Dopo i saluti di rito ha esordito Giuseppe Remuzzi dell'Istituto Mario Negri di Bergamo, che ha saputo provocare l'uditorio con la storia(ccia) del Conte Cavour che muore - come riferiscono il New England Journal of Medicine e il Lancet dell'epoca (1861) - circondato da medici "antiquati e supponenti" rimasti di fatto all'epoca delle sanguisughe. Eppure - commenta il Lancet dell'epoca, "il debito che l'Inghilterra ha verso l'italia è incalcolabile". Un debito antico, che risale ai tempi di Harvey che studia a Padova da Casserio, che ha generato una rendita di fiducia che nel corso degli anni è andata man mano esaurendosi, fino alla situazione attuale in cui l'Italia investe in ricerca la metà dei paesi vicini, ha metà dei ricercatori e il doppio di burocrazia. E ciononostante riesce ad esprimere alcune eccellenze.
Giuseppe Remuzzi

Eccellenti nonostante tutto

Compito della prima parte della mattinata è stato di mettere in fila alcune di queste eccellenze, soprattutto in campo biomedico: dalle nuove frontiere della terapia genica applicata ai trapianti di rene raccontata dallo stesso Remuzzi, alle ricerche sul sistema vascolare in relazione alle metastasi tumorali di cui si occupa Elisabetta Dejana dell'IFOM di Milano, al grande progetto di mappatura genetica delle malattie autoimmuni in via di svolgimento in Sardegna con un finanziamento dei National Institutes of Health (Francesco Cucca).

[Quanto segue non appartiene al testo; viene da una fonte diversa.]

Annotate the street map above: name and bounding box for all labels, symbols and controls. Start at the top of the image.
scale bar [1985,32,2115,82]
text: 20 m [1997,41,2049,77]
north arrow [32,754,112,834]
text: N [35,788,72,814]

Lamberto Maffei dell'Accademia dei Lincei ha spiegato il progetto "Train the brain" e i suoi interessanti risultati nella prevenzione della demenza, Alessandro Bertani di ISMET ha invece raccontato l'esperienza dei trapianti di polmone nel centro di eccellenza siciliano, mentre Bruno Dallapiccola ha fatto riferimento alla ricerca traslazionale in pediatria, soprattutto in riferimento alla componete genetica che ormai riguarda il 70% delle malattie infantili.

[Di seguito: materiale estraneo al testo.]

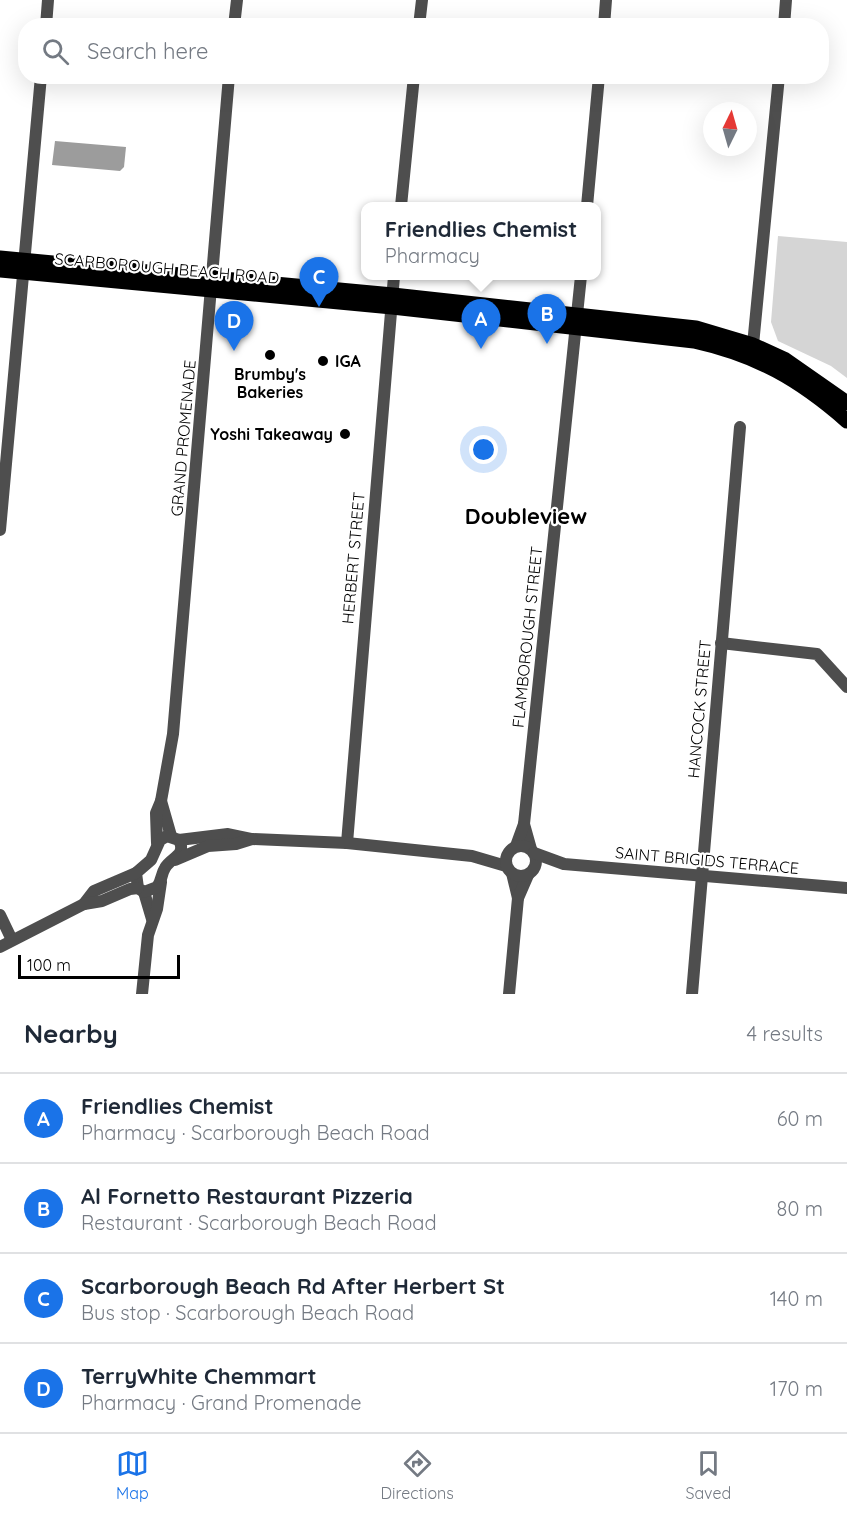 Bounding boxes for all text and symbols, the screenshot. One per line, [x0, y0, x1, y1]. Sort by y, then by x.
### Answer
search box [18, 18, 829, 84]
icon: search [39, 35, 72, 68]
text: Search here [87, 37, 208, 65]
north arrow [703, 102, 757, 156]
popup [361, 202, 601, 280]
text: Friendlies Chemist [385, 215, 577, 243]
text: Pharmacy [385, 243, 480, 268]
street label: SCARBOROUGH BEACH ROAD [54, 248, 280, 288]
pin: C [300, 258, 338, 307]
pin: B [528, 294, 566, 344]
pin: A [462, 300, 500, 349]
pin: D [214, 302, 254, 351]
marker: Brumby's Bakeries [263, 348, 277, 362]
place label: IGA [335, 351, 362, 371]
marker: IGA [316, 354, 330, 368]
street label: GRAND PROMENADE [166, 359, 200, 517]
place label: Brumby's Bakeries [234, 364, 306, 402]
place label: Yoshi Takeaway [210, 424, 333, 444]
marker: Yoshi Takeaway [338, 427, 352, 441]
your location [469, 435, 498, 464]
street label: HERBERT STREET [337, 491, 369, 625]
district label: Doubleview [465, 502, 587, 530]
street label: FLAMBOROUGH STREET [508, 545, 547, 729]
street label: HANCOCK STREET [683, 639, 715, 779]
street label: SAINT BRIGIDS TERRACE [614, 842, 800, 878]
scale bar [18, 952, 180, 980]
text: 100 m [27, 955, 71, 975]
text: Nearby [24, 1017, 118, 1050]
text: 4 results [747, 1021, 823, 1046]
text: Friendlies Chemist [81, 1092, 273, 1120]
text: A [37, 1106, 50, 1131]
text: 60 m [777, 1106, 823, 1131]
text: Pharmacy · Scarborough Beach Road [81, 1120, 430, 1145]
text: Al Fornetto Restaurant Pizzeria [81, 1182, 413, 1210]
text: B [37, 1196, 50, 1221]
text: 80 m [777, 1196, 823, 1221]
text: Restaurant · Scarborough Beach Road [81, 1210, 437, 1235]
text: Scarborough Beach Rd After Herbert St [81, 1272, 505, 1300]
text: C [37, 1286, 50, 1311]
text: 140 m [770, 1286, 823, 1311]
text: Bus stop · Scarborough Beach Road [81, 1300, 414, 1325]
text: TerryWhite Chemmart [81, 1362, 317, 1390]
text: D [36, 1376, 51, 1401]
text: 170 m [770, 1376, 823, 1401]
text: Pharmacy · Grand Promenade [81, 1390, 362, 1415]
tab: Map [116, 1447, 149, 1503]
tab: Directions [381, 1447, 454, 1503]
tab: Saved [686, 1447, 731, 1503]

Non riconducibili se non indirettamente alle applicazioni biomediche sono state invece le relazioni di Luciano Majani e di Roberto Cingolani. Il primo ha illustrato le enormi ricadute industriali per l'Italia del Large Hadron Collider, e di come anche queste ricerche in fisica delle particelle si sono già tradotte in diagnostica e terapia medica, per esempio con l'adroterapia, Roberto Cingolani (direttore di quell'entità marziana nel panorama scientifico italiano che è l'istituto Italiano di Tecnologia di Genova, fondazione di diritto privato, con 1.200 ricercatori, 42% dei quali stranieri e con un'età media di 33 anni, che assume e licenzia secondo le regole del merito, come su Marte, appunto) ha esposto che cosa potrà fare nei prossimi anni la ricerca nanotecnologica in campi come la delivery dei farmaci, la retina artificiale (per mezzo di celle solari a vernici naturali) e la coclea artificiale utilizzando plastiche flessoelettriche; per finire - nello sbalordimento generale (soprattutto del senatore Sclipoti, che ha seguito attonito dall'ultima fila di poltroncine) le nuove ricerche sul tatto degli androidi.
Roberto Cingolani

Quanto rende la ricerca?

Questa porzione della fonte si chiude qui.